RBS report: Hiring activity 'still rising sharply'
Recruitment of both permanent and temporary staff continued to rise sharply in Scotland last month, according to a survey.
The latest RBS Report on Jobs found permanent placements rose at their quickest pace in the last seven months.
And the rate of increase in temp billings remained close to a survey record, despite slowing on the month.
Recruiters attributed the rises to the reopening of the economy amid further relaxation of Covid-19 restrictions.
However, they continued to report difficulties in finding candidates, as the supply of staff plummeted while vacancies continued to surge.

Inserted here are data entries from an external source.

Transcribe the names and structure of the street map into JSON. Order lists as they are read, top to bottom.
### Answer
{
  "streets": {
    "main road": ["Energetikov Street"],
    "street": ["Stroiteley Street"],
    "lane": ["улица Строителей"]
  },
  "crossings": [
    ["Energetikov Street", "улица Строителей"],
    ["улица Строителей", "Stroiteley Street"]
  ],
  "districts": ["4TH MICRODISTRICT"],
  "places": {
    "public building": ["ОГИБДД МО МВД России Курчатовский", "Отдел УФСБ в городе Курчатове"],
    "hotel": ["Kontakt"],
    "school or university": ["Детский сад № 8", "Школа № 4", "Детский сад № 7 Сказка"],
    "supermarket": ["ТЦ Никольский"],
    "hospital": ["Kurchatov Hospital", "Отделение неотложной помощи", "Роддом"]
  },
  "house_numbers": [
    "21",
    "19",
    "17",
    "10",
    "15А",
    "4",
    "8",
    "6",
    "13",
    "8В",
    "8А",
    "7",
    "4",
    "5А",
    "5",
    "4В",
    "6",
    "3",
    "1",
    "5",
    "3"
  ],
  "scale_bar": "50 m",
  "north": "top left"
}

For permanent jobs, IT and computing registered the quickest increase in vacancies, followed by engineering and construction.

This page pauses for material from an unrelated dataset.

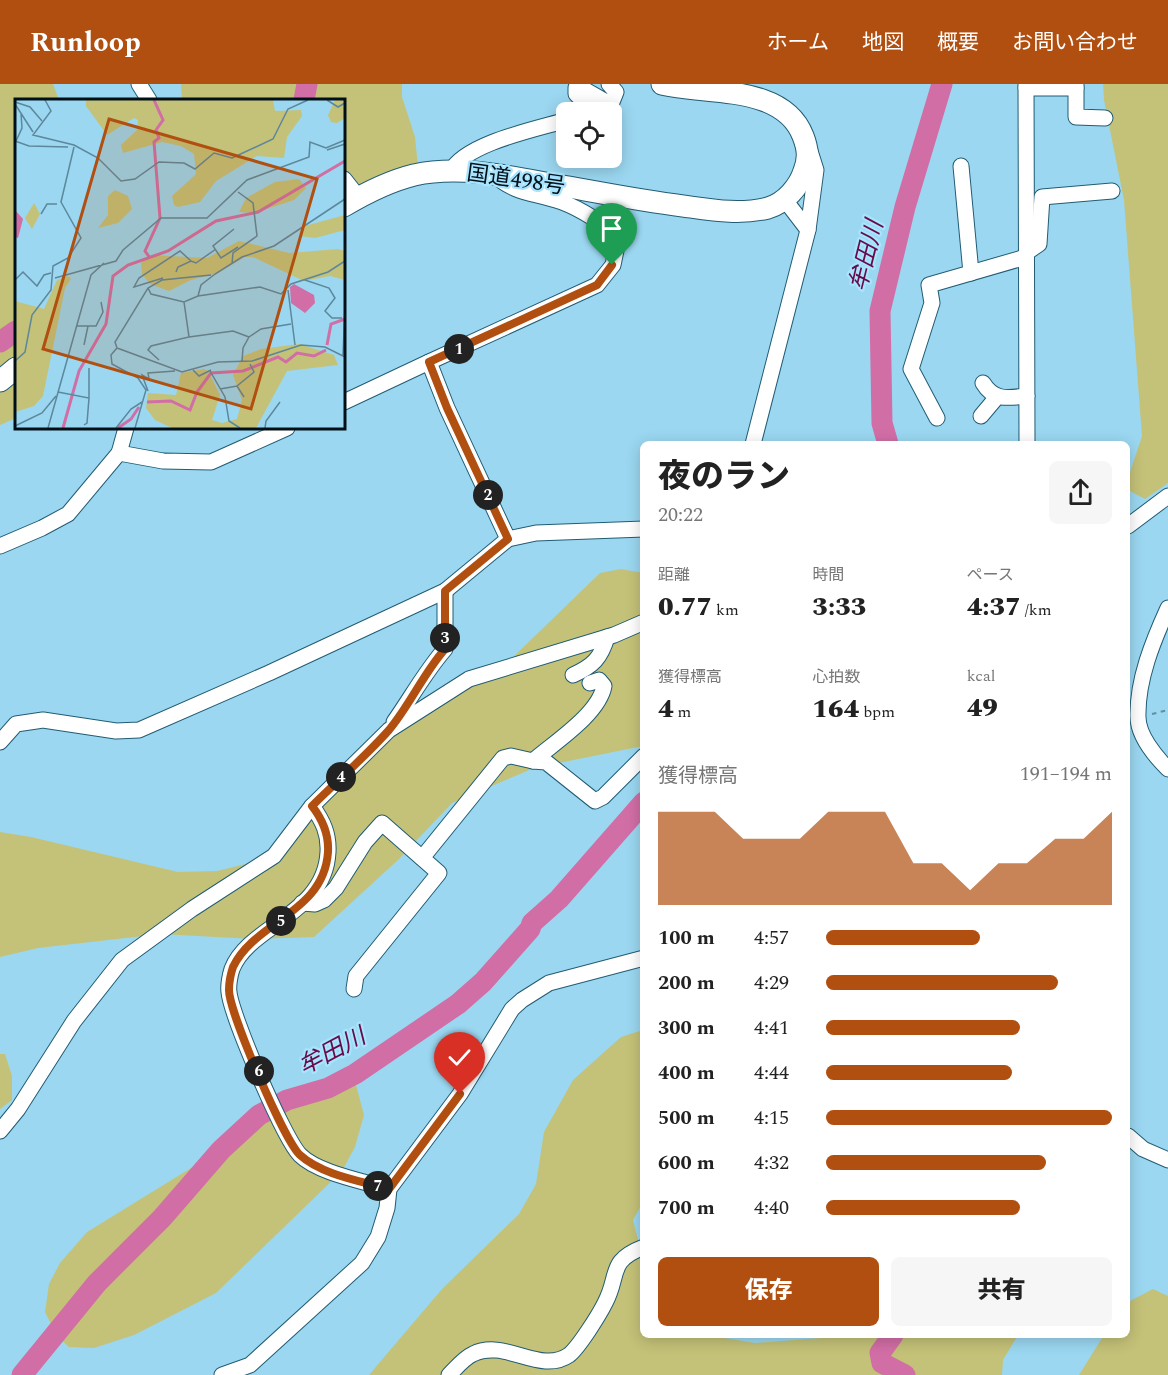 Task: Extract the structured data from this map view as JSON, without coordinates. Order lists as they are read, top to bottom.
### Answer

Blue collar posts saw the strongest rise in the number of temp vacancies, followed by IT and computing.
Pressure on pay
RBS said the mismatch between demand and supply placed further upwards pressure on rates of pay.

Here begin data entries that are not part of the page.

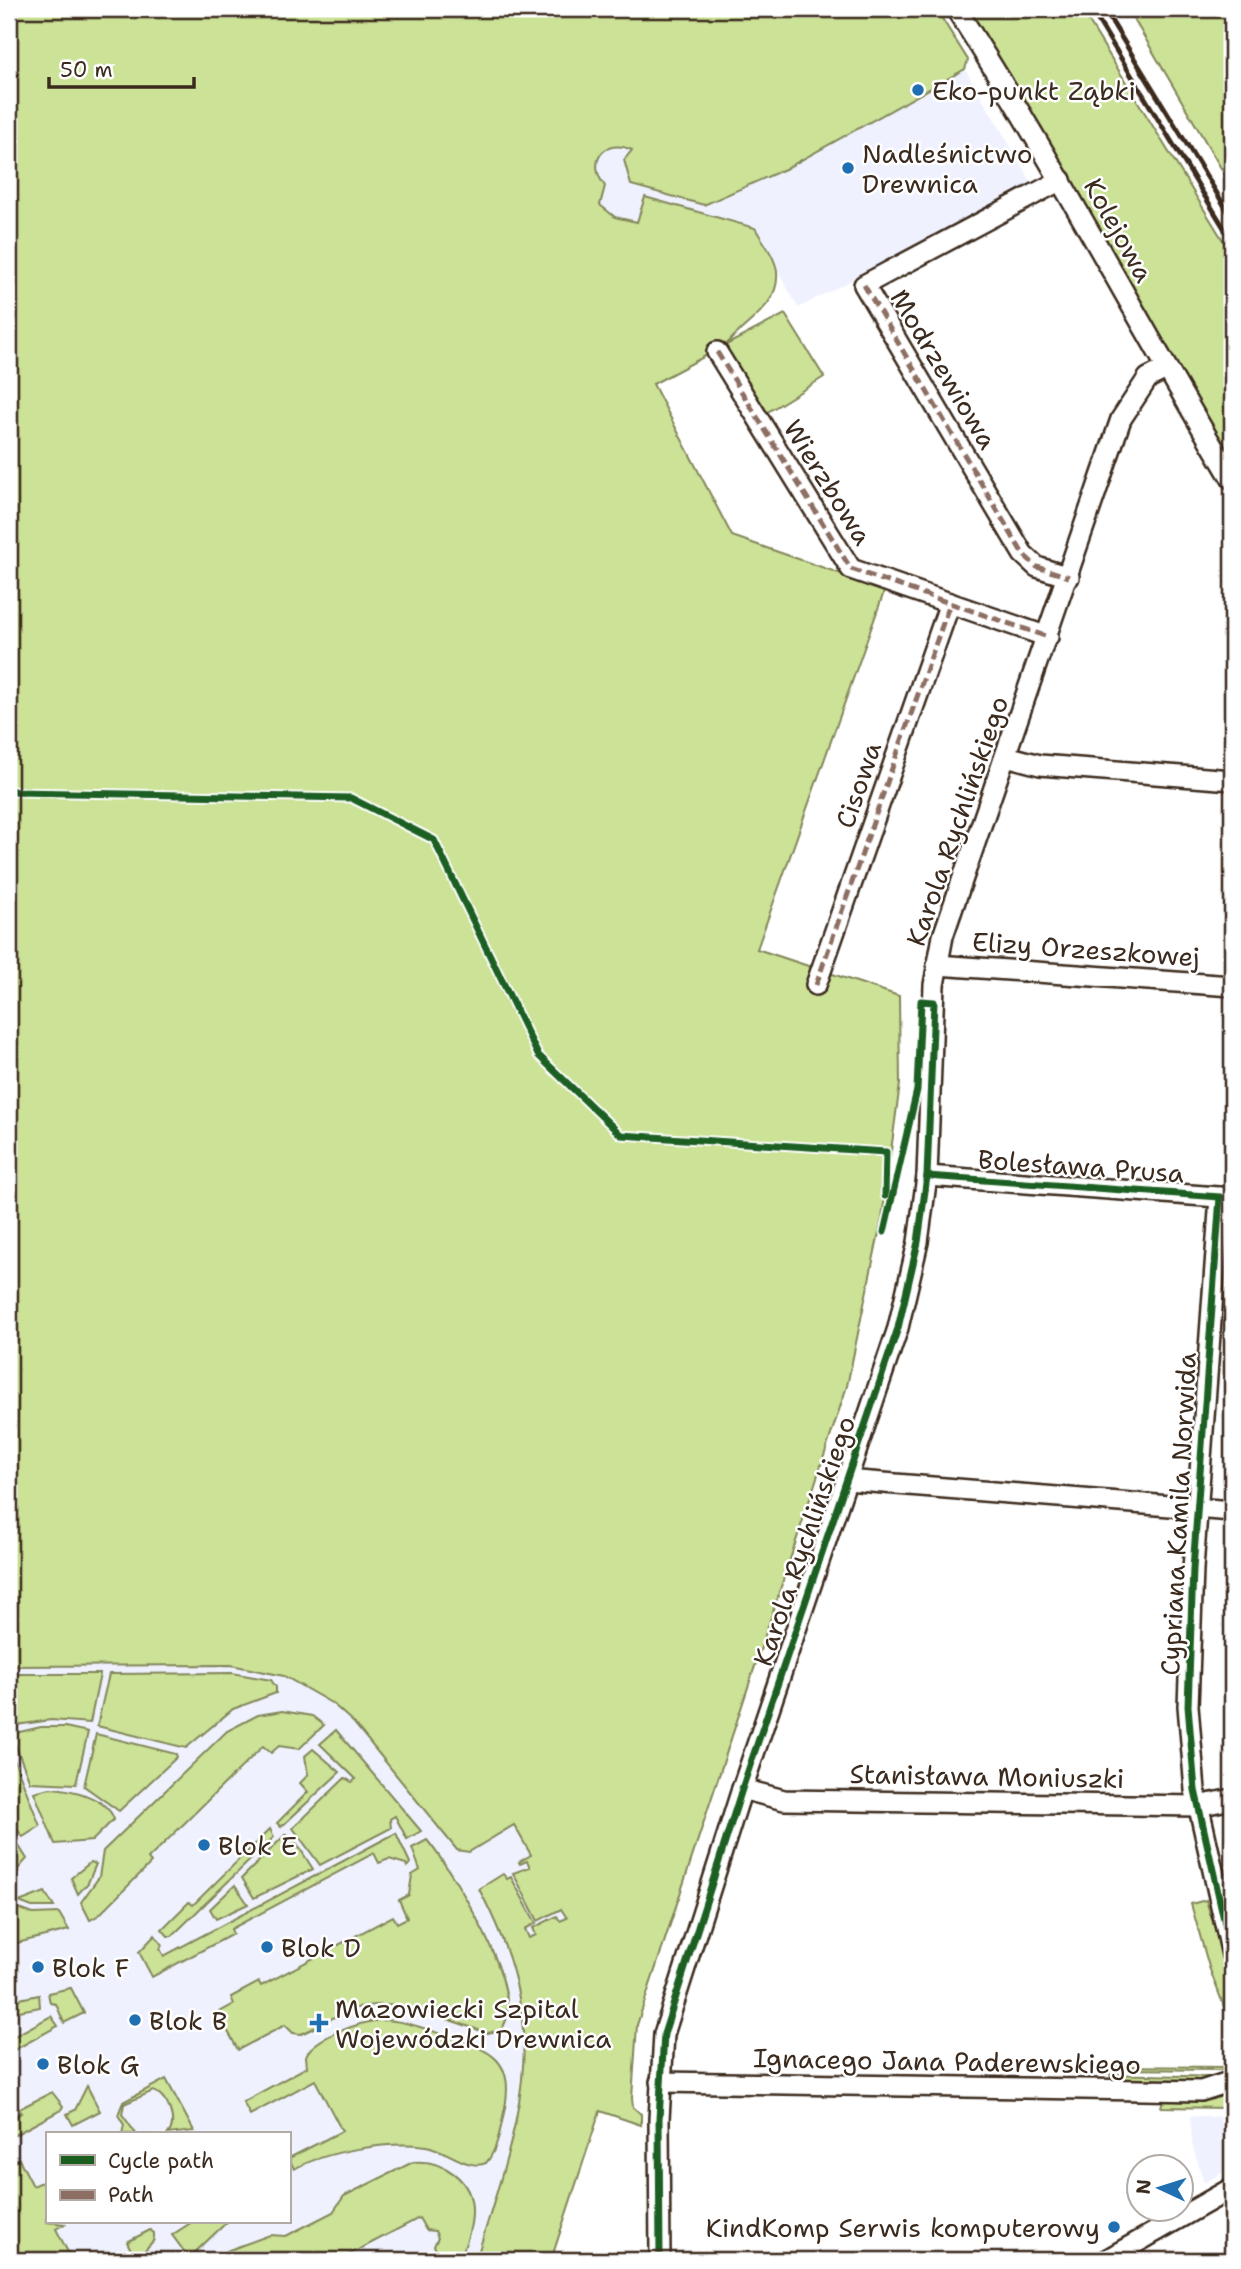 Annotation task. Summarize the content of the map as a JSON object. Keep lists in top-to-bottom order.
{
  "streets": {
    "street": [
      "Kolejowa",
      "Modrzewiowa",
      "Wierzbowa",
      "Cisowa",
      "Karola Rychlińskiego",
      "Elizy Orzeszkowej",
      "Bolesława Prusa",
      "Cypriana Kamila Norwida",
      "Stanisława Moniuszki",
      "Ignacego Jana Paderewskiego"
    ]
  },
  "crossings": [
    ["Kolejowa", "Modrzewiowa"],
    ["Kolejowa", "Karola Rychlińskiego"],
    ["Modrzewiowa", "Karola Rychlińskiego"],
    ["Wierzbowa", "Cisowa"],
    ["Wierzbowa", "Karola Rychlińskiego"],
    ["Karola Rychlińskiego", "Elizy Orzeszkowej"],
    ["Karola Rychlińskiego", "Bolesława Prusa"],
    ["Karola Rychlińskiego", "Stanisława Moniuszki"],
    ["Karola Rychlińskiego", "Ignacego Jana Paderewskiego"],
    ["Bolesława Prusa", "Cypriana Kamila Norwida"],
    ["Cypriana Kamila Norwida", "Stanisława Moniuszki"]
  ],
  "places": {
    "other": [
      "Eko-punkt Ząbki",
      "Nadleśnictwo Drewnica",
      "Blok E",
      "Blok D",
      "Blok F",
      "Blok B",
      "Blok G",
      "KindKomp Serwis komputerowy"
    ],
    "health": ["Mazowiecki Szpital Wojewódzki Drewnica"]
  },
  "legend": ["Cycle path", "Path"],
  "scale_bar": "50 m",
  "north": "left"
}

Wages for permanent new joiners in Scotland increased for the eighth month in a row in July, and at the second-fastest rate on record (behind July 2014).
Average hourly pay rates for short-term staff also saw one of the steepest rises in the survey's history.
Temp pay also rose across the UK during July, with the rate of increase far outpacing that seen in Scotland.
Royal Bank of Scotland chief economist Sebastian Burnside said the latest data pointed to another strong month for the Scottish labour market.
He said: "However, recruiters again noted challenges in finding candidates, as the supply of both short-term and permanent staff plummeted again amid reports of surging demand.
"This mismatch between supply and demand is likely to pose further challenges in the months ahead.
"But overall, the labour market is in a good position, recouping any lost ground at a rapid pace, and hiring activity is showing little-signs of any considerable slowdown."
Last month, a Scottish Chambers of Commerce survey suggested Scottish businesses were seeing "shoots of recovery" for the first time in over a year as Covid-19 restrictions began to lift.
Its latest quarterly economic indicator indicated more positive growth across all sectors, with firms reporting substantial rises in confidence and domestic sales.
However, they also expressed greater concern over inflation.
On Thursday, the Bank of England warned inflation will hit 4% this year, higher than previously forecast and double the 2% rate it aims for.
However, it added that the recent surge in consumer prices would be a temporary phenomenon as the UK emerges from the pandemic.